### About this task
Select all lines in the records that include "Bellambi".

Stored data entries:
------
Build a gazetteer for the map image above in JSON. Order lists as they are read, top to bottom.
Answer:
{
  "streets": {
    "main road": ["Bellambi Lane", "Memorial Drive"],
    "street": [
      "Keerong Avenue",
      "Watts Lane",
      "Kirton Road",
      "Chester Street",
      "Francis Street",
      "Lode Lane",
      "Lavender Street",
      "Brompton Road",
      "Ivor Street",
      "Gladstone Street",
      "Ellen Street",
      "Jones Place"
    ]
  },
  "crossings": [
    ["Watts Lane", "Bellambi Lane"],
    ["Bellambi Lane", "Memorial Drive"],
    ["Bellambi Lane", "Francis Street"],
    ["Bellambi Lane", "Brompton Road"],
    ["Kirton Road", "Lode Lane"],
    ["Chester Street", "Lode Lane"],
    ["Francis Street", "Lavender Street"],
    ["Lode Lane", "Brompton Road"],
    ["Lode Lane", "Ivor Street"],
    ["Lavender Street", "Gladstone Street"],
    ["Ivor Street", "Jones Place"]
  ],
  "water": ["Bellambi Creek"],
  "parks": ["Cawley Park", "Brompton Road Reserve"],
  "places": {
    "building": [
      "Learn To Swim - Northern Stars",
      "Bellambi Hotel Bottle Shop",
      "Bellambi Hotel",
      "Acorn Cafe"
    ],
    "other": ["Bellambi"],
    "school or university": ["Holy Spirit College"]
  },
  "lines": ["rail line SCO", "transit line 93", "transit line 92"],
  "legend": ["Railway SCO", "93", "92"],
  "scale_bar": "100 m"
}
------
### Reply
    "main road": ["Bellambi Lane", "Memorial Drive"],
    ["Watts Lane", "Bellambi Lane"],
    ["Bellambi Lane", "Memorial Drive"],
    ["Bellambi Lane", "Francis Street"],
    ["Bellambi Lane", "Brompton Road"],
  "water": ["Bellambi Creek"],
      "Bellambi Hotel Bottle Shop",
      "Bellambi Hotel",
    "other": ["Bellambi"],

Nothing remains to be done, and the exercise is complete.